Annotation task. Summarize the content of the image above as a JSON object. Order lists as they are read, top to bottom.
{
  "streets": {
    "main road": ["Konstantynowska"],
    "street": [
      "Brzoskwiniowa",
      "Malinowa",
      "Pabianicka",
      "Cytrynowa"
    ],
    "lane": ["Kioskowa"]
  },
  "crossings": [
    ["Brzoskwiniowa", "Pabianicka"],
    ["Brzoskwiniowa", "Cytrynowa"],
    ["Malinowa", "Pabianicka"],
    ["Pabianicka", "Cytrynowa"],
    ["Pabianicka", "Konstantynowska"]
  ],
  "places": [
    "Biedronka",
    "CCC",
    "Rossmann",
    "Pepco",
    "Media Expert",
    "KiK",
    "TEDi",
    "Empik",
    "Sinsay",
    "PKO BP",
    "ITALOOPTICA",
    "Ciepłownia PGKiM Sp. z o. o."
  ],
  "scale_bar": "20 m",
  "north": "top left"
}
★ ★ ★ ★ ★
Lines holding "Pabianicka" in the data above: copy each of them.

      "Pabianicka",
    ["Brzoskwiniowa", "Pabianicka"],
    ["Malinowa", "Pabianicka"],
    ["Pabianicka", "Cytrynowa"],
    ["Pabianicka", "Konstantynowska"]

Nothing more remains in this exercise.